Latin America and the Caribbean
- Digital credit innovator Maxxa raised $10.6 million to support SMEs in Chile.
- International enablement and payments platform Nayax announced its strategic acquisition of Brazilian digital payments firm UPPay for $5.3 million.
- Chilean fintech Banca.me locked in $3 million in new funding.
Asia-Pacific
- CTBC Bank Philippines turned to Hitachi Asia to upgrade its digital corporate banking platform.
- inDrive partnered with Fingular to launch its inDrive.Money solutions for customers in Indonesia.
- Malaysia’s central bank and finance ministry granted licenses to a pair of new digital banks: KAF Digital Berhad and YTL Digital Bank Berhad.
Sub-Saharan Africa
- Flutterwave secured a payment system license from the Bank of Zambia.
- The Bank of Ghana and the National Bank of Rwanda inked an MoU to provide companies with a license passporting framework and cross-border payment interoperability.
- Nigerian fintech ProsperaVest EGG introduced eNsc, a stablecoin pegged 1:1 to the Nigerian Naira.

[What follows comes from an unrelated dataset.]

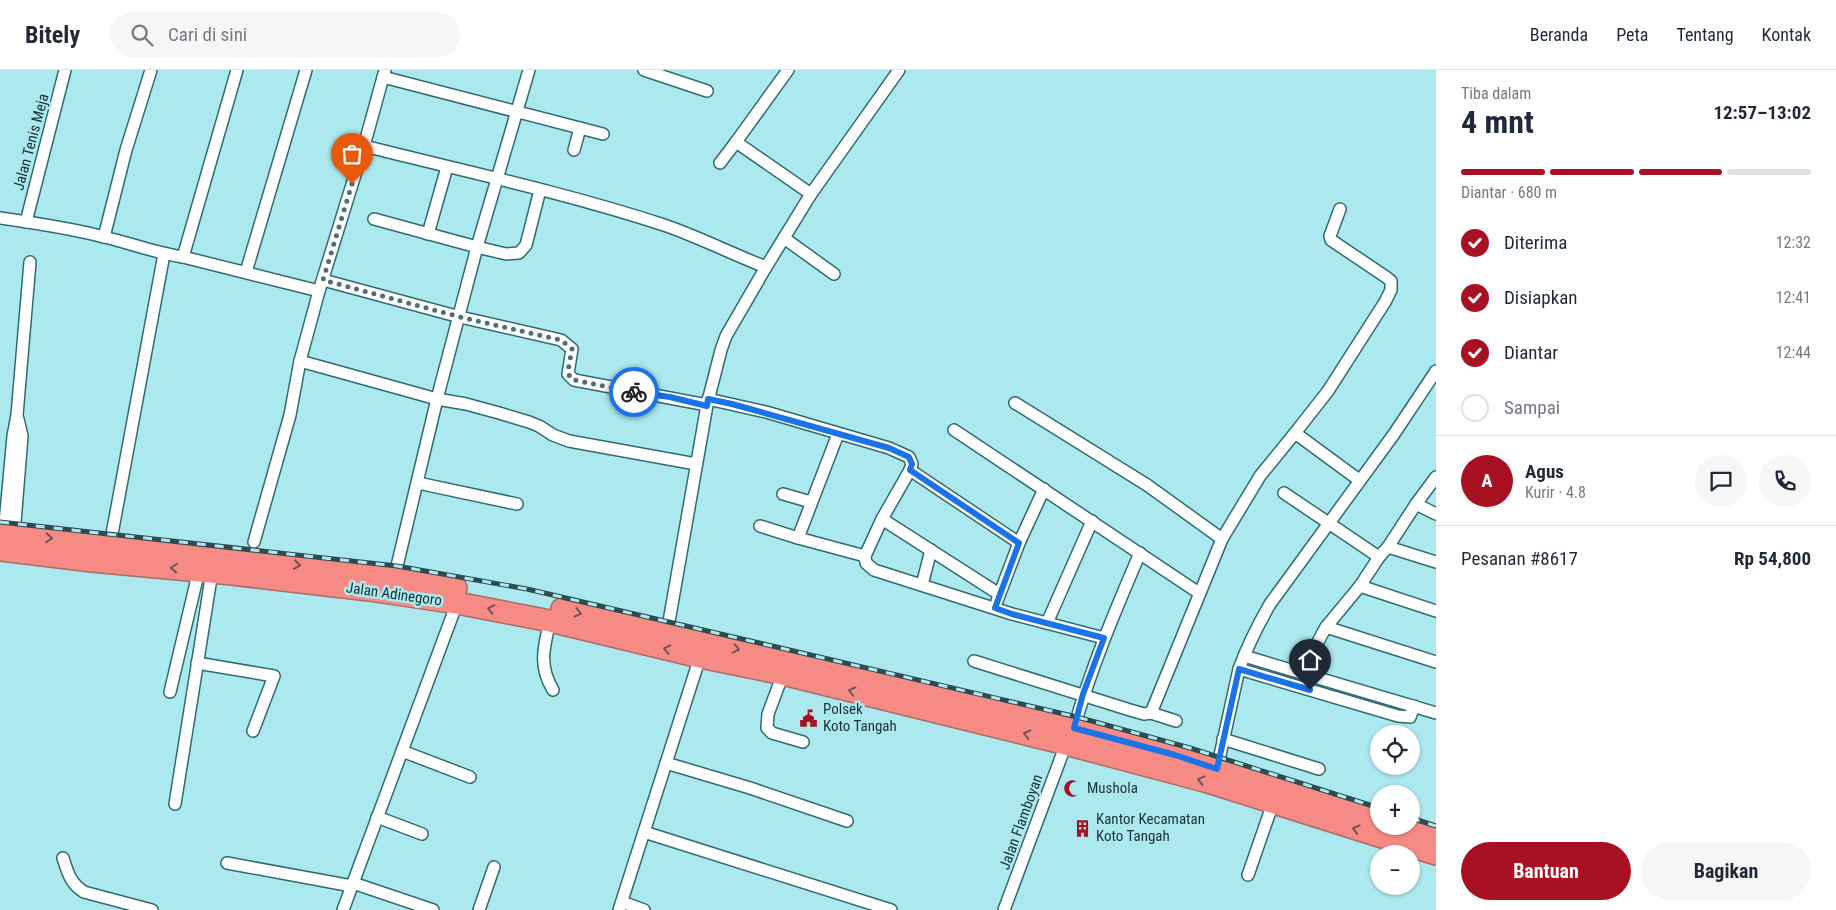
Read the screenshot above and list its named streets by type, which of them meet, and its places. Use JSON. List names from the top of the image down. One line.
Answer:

Central and Eastern Europe
- Lithuanian identity verification service iDenfy announced a partnership with Highvibes to help protect artists from fraud.
- Online payment and checkout solutions provider Montonio expanded its partnership with Inbank to bring BNPL and Hire Purchase options to customers in Latvia and Lithuania.
- Austrian Reporting Services (AuRep) teamed up with the Nasdaq to provide regulatory reporting technology and support to companies in Austria’s financial services industry.
Middle East and Northern Africa
- UAE fintech Flow48 raised $69 million in combined debt and equity funding.
- Egyptian fintech Khazna secured $16 million to power its expansion into Saudi Arabia.
- Sadad teamed up with Mastercard to enhance digital payments in Qatar.